** DATA EXTRACTS follows **

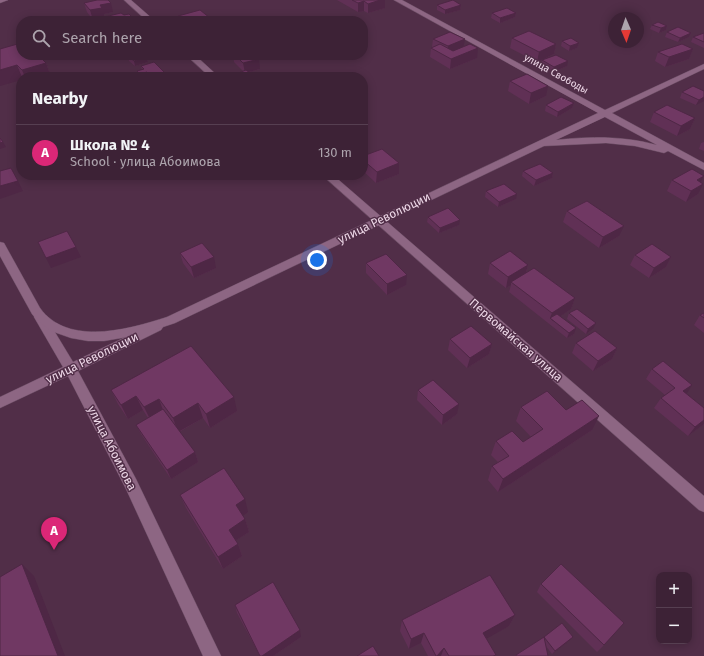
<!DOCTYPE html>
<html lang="en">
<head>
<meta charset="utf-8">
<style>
  body { margin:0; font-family:"Fira Sans",sans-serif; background:#482f42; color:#f1f3f6 }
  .controls { position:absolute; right:12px; bottom:12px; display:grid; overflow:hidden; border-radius:8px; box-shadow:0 2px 10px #0003 }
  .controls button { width:36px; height:36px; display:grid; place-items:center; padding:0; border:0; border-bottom:1px solid #563f51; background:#3d2236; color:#f1f3f6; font:20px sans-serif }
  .compass { position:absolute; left:608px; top:12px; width:36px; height:36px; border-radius:50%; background:#3d2236; box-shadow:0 2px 10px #0003; rotate:178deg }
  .you { position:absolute; left:317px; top:260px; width:14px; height:14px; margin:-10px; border:3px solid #fff; border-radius:50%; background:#1a73e8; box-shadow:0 0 0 6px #1a73e833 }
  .badge { display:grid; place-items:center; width:26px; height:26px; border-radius:50%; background:#db2777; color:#fff; font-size:13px; font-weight:700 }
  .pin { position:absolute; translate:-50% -33px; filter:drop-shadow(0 1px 2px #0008) }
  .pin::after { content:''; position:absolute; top:21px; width:14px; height:12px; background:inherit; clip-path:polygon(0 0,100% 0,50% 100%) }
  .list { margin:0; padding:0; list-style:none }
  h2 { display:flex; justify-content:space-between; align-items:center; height:52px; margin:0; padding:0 16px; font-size:17px }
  h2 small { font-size:13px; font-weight:400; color:#ada4ad }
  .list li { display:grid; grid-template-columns:26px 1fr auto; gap:12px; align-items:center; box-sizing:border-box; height:56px; padding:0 16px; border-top:1px solid #563f51 }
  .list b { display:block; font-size:15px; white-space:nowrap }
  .list p { margin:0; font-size:13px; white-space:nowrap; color:#ada4ad }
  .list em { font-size:13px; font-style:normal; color:#ada4ad }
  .icon { flex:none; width:22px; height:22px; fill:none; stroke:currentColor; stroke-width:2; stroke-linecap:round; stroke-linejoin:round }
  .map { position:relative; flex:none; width:704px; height:656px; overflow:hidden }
  .search { position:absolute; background:#3d2236; box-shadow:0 2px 10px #0003; left:16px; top:16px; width:352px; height:44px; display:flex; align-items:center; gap:10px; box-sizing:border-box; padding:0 14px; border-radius:16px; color:#ada4ad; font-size:15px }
  .panel { position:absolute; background:#3d2236; box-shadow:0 2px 10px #0003; left:16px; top:72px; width:352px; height:108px; border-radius:16px }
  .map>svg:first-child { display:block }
</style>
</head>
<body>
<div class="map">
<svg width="704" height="656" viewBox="0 0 704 656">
  <rect width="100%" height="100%" fill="#512e48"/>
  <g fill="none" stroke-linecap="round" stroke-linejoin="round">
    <!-- street casing -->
    <g stroke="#694b62" stroke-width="1">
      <path id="street" d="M0,0H8L0,3Z
        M124,0H131L155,21H147Z
        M186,55H195L219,77H210Z
        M322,175H333L704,496V512L699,510Z
        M40,313L44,314L73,362L153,324L157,322L161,324L163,327L161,330L78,371L136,479L221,656H203L126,489L68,376L0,408V397L63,367L34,317L36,314Z"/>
    </g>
    <!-- secondary casing -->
    <g stroke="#694b62" stroke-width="1">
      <path id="secondary" d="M394,0H402L605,110L704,64V69L612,113L704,163V170L668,151L664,153L635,146L606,143L544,146L175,323L139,335L104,341H88L71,338L51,331L37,320L32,314L0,256V242L4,243L40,308C68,347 130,329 167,317L598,113ZM605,117L657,145C625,136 590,136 556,140Z"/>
    </g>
    <!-- street -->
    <use href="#street" fill="#8d6683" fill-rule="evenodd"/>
    <!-- secondary -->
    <use href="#secondary" fill="#8d6683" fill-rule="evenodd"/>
  </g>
  <!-- wall -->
  <path fill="#603055" d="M337,0H385V8L368,13L364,11L358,12Z
    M84,3L113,12L104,14V17L124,15L135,20V21H100V18H101L93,20L87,12Z
    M437,5H461L460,10L445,14L437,10Z
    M492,13H516L515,17L500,23L491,18Z
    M178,16L210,18L211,21H179Z
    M652,25L667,26L666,30L659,33L650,29Z
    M667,32L691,33L689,37L678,42L665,37Z
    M704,33V48L691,42L693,37Z
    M512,38L556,44L554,54L537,62L510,48Z
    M433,39L464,46L477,58L450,69L430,57L431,48L432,47Z
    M562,41L579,43L577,48L569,51L561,46Z
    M0,49L46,63L51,77H21Z
    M693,49L689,59L665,67L655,61L658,52Z
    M131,55H149L145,56L146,57L148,62L135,66L129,61L128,56Z
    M210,55H223L214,58Z
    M233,55H255L260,69L249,72L255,77H237L236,74L243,71L234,62Z
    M542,60L567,66L553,72L541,65Z
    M141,66L169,77H138L137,71L142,70Z
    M510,81L546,96L529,104L508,91Z
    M704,91L696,105L680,98L682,92Z
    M574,103L572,108L557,117L545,111L546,105Z
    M654,112L695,118L690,129L677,136L650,122Z
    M704,142V151L699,149L701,143Z
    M363,156L399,163V174L376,183L363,171Z
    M523,171L553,173L552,178L534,186L522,176Z
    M263,175H280L268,180Z
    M704,176L701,182L698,194L686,202L667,191L672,180Z
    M486,191L516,199L498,207L485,197Z
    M567,211L619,236L599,248L563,222Z
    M428,217L459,225L439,233L427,222Z
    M180,253L216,268L194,278L183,263Z
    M635,255L671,257L666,267L649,278L630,265Z
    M366,263L406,285L387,295L366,273Z
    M490,263L528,265L526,273L575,298L571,309L560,316L574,334L567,338L509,292L511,285L506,288L488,274Z
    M569,313L593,329L586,334L567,319Z
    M704,313V333L694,325L700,315Z
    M450,339L492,344L489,354L467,368L448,350Z
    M576,343L617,348L612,359L593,371L572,353Z
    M191,346L237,411L210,428L203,418L179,432L195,452L198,462L171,479L141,434L136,425L148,418L143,410L128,419L118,404L111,390Z
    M652,369L687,394L704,408V424L688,436L654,408L661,398L665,395L646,379Z
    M418,390L457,414L442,425L417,400Z
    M521,407L566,410L592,430L498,492L488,480L492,466L498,462L491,455L496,441L523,442L531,437L516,421Z
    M180,495L248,512L243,515L245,519L249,532L236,540L238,544L242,556L223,569L186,508Z
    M541,584L604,645L597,652L537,592Z
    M235,605L301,637L273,656H260L237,613Z
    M515,615L509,626L486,638L496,655L495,656H428L421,643L409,649L400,631L402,620Z
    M544,637L570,640L552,654L546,646L548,656H515L516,655Z"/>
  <!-- shaded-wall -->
  <path fill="#4e2745" d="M380,0H385V8L368,13V4Z
    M364,1V11L358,12V3Z
    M111,3L113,12L104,14V17L93,20L90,10L100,5Z
    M461,5L460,10L445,14V10Z
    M516,13L515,17L500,23V18Z
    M210,18L211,21H199Z
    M667,26L666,30L659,33L661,28Z
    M691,33L689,37L678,42L680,38Z
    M465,39L463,49L447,56L448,46Z
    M579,43L577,48L569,51L570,46Z
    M556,44L554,54L537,62L539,52Z
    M478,48L477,58L450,69L451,59Z
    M693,49L689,59L665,67L669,57Z
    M214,55H223L214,58Z
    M146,57L148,62L135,66L134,61Z
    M259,59L260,69L245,73L243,63Z
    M568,61L567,66L553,72L554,67Z
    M46,63L51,77H25L22,70Z
    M17,65L22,77H21V80L0,86V70Z
    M147,72L148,77H140V74Z
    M548,86L546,96L529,104L531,93Z
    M704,97V101L696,105L699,100Z
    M574,103L572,108L557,117L558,112Z
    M695,118L690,129L677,136L681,126Z
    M3,142L6,147L0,149V143Z
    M399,163V174L376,183L377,172Z
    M553,173L552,178L534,186L536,180Z
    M267,175H280L268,180Z
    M704,176L699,186L697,180Z
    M18,181L23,191L0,199V186Z
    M703,184L698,194L686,202L691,191Z
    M517,194L516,199L498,207L499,202Z
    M460,220L459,225L439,233L440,228Z
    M624,226L619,236L599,248L603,237Z
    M76,247L81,257L51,268L46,258Z
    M214,257L216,268L194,278L191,267Z
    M671,257L666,267L649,278L654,268Z
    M528,265L525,276L511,282V285L506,288L508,277Z
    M407,275L406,285L387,295V284Z
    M575,298L571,309L553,321L550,318L552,313Z
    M596,323L593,329L586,334L588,329Z
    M576,328L574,334L567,338L569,333Z
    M492,344L489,354L467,368L470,358Z
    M617,348L612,359L593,371L598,361Z
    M692,385L686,395L683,391Z
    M136,396L143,410L128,419L121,405Z
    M234,397L237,411L210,428L206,414Z
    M159,399L164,413L151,421L144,407Z
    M198,403L203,418L178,432L173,418Z
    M459,404L457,414L442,425L443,415Z
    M599,416L592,430L498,492L503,479Z
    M704,420V424L688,436L695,427Z
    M195,452L198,462L171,479L167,470Z
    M245,499L248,512L240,518L236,505Z
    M245,519L249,532L233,542L229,530Z
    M238,544L242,556L223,569L218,557Z
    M22,564L34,576L65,656H58Z
    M515,615L509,626L479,643L483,633Z
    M300,630L301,637L273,656H262Z
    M424,633L421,643L409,649L411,639Z
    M573,637L570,640L552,654L555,651Z
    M444,648L441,656H437Z"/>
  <!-- building -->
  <path fill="#703863" stroke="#4e2745" d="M97,0H108L111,3L100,5L102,8L90,10L84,3Z
    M352,0H380L368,4L364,1L358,3Z
    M453,0L461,5L445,10L437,5Z
    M507,8L516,13L500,18L492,13Z
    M200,10L210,18L199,21H184L178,16Z
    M121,13L124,15L129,14L135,20L131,21H102L100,18Z
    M658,22L667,26L661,28L652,25Z
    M678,27L691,33L680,38L667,32Z
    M529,31L556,44L539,52L512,38Z
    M450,32L465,39L448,46L433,39Z
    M704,33V42L693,37Z
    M571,38L579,43L570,46L562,41Z
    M21,43V55H38L46,63L22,70L17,65L0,70V49Z
    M440,44L453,51L470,44L478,48L451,59L431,48Z
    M682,44L693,49L669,57L658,52Z
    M131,55H143L146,57L134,61L128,56Z
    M235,55H255L259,59L243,63Z
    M556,55L568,61L554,67L542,60Z
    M154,62L169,77H152L147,72L140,74L137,71L144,69L141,66Z
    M246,70L255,77H241L236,74Z
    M527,74L548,86L531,93L510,81Z
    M693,86L704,91V97L699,100L682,92Z
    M561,97L574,103L558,112L546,105Z
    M667,105L695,118L681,126L654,112Z
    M0,138L3,142L0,143Z
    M382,149L399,163L377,172L363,160V156Z
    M540,164L553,173L536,180L523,171Z
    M11,168L18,181L0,186V171Z
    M692,169L704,176L697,180L703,184L691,191L672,180Z
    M504,184L517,194L499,202L486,191Z
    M587,201L624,226L603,237L567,211Z
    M448,208L460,220L440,228L428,217Z
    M67,231L76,247L46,258L38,242Z
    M202,243L214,257L191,267L180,253Z
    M652,244L671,257L654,268L635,255Z
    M510,251L528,265L508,277L490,263Z
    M386,254L407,275L387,284L366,263Z
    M534,268L575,298L552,313L511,282Z
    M577,309L596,323L588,329L569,313Z
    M704,313V318L700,315Z
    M557,314L576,328L569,333L550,318Z
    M471,326L492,344L470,358L450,339Z
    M595,331L617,348L598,361L576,343Z
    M191,346L234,397L206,414L198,403L173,418L159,399L144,407L136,396L121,405L111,390Z
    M663,361L692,385L683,391L704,408V420L695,427L661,398L675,388L652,369Z
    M433,380L459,404L443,415L418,390Z
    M547,391L566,410L582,400L599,416L503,479L492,466L509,456L496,441L512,431L523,442L543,429L521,407Z
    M163,409L195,452L167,470L136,425Z
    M224,468L245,499L236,505L245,519L229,530L238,544L218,557L180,495Z
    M22,564L58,656H0V577Z
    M561,564L624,623L604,645L541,584Z
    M490,575L515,615L483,633L496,655L493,656H449L444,648L437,656H436L424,633L411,639L402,620Z
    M273,582L300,630L262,656H260L235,605Z
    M562,623L573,637L555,651L544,637Z
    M544,637L548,656H516V655Z
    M373,646L379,656H357Z"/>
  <g text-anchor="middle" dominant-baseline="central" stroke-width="3" stroke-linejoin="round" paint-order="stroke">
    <!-- far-street labels -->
    <g font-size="10" fill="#edd7e7" stroke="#512e48">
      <text transform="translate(556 74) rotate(29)">улица Свободы</text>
    </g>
    <!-- street labels -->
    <g font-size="12" fill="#edd7e7" stroke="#512e48">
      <text transform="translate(384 218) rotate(-26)">улица Революции</text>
      <text transform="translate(516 340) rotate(41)">Первомайская улица</text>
      <text transform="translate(92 358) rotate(-26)">улица Революции</text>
      <text transform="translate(112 448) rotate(63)">улица Абоимова</text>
    </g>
  </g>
</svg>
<div class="controls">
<button>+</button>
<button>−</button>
</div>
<svg class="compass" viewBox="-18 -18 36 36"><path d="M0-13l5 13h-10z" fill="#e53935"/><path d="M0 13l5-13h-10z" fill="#ada4ad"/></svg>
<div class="you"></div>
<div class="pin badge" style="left:54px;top:550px">A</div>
<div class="search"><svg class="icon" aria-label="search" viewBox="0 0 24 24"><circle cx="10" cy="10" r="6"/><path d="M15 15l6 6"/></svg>Search here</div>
<section class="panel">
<h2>Nearby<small></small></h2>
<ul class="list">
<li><span class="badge">A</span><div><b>Школа № 4</b><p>School · улица Абоимова</p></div><em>130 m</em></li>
</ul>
</section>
</div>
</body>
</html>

** End of DATA EXTRACTS **

# [ACTION ITEM]
Copy word for word every line from the start of the material through the line holding "flex:none; width:22px; height:22px;". The pictures are not part of the copy.

# [EXPECTED ANSWER]
<!DOCTYPE html>
<html lang="en">
<head>
<meta charset="utf-8">
<style>
  body { margin:0; font-family:"Fira Sans",sans-serif; background:#482f42; color:#f1f3f6 }
  .controls { position:absolute; right:12px; bottom:12px; display:grid; overflow:hidden; border-radius:8px; box-shadow:0 2px 10px #0003 }
  .controls button { width:36px; height:36px; display:grid; place-items:center; padding:0; border:0; border-bottom:1px solid #563f51; background:#3d2236; color:#f1f3f6; font:20px sans-serif }
  .compass { position:absolute; left:608px; top:12px; width:36px; height:36px; border-radius:50%; background:#3d2236; box-shadow:0 2px 10px #0003; rotate:178deg }
  .you { position:absolute; left:317px; top:260px; width:14px; height:14px; margin:-10px; border:3px solid #fff; border-radius:50%; background:#1a73e8; box-shadow:0 0 0 6px #1a73e833 }
  .badge { display:grid; place-items:center; width:26px; height:26px; border-radius:50%; background:#db2777; color:#fff; font-size:13px; font-weight:700 }
  .pin { position:absolute; translate:-50% -33px; filter:drop-shadow(0 1px 2px #0008) }
  .pin::after { content:''; position:absolute; top:21px; width:14px; height:12px; background:inherit; clip-path:polygon(0 0,100% 0,50% 100%) }
  .list { margin:0; padding:0; list-style:none }
  h2 { display:flex; justify-content:space-between; align-items:center; height:52px; margin:0; padding:0 16px; font-size:17px }
  h2 small { font-size:13px; font-weight:400; color:#ada4ad }
  .list li { display:grid; grid-template-columns:26px 1fr auto; gap:12px; align-items:center; box-sizing:border-box; height:56px; padding:0 16px; border-top:1px solid #563f51 }
  .list b { display:block; font-size:15px; white-space:nowrap }
  .list p { margin:0; font-size:13px; white-space:nowrap; color:#ada4ad }
  .list em { font-size:13px; font-style:normal; color:#ada4ad }
  .icon { flex:none; width:22px; height:22px; fill:none; stroke:currentColor; stroke-width:2; stroke-linecap:round; stroke-linejoin:round }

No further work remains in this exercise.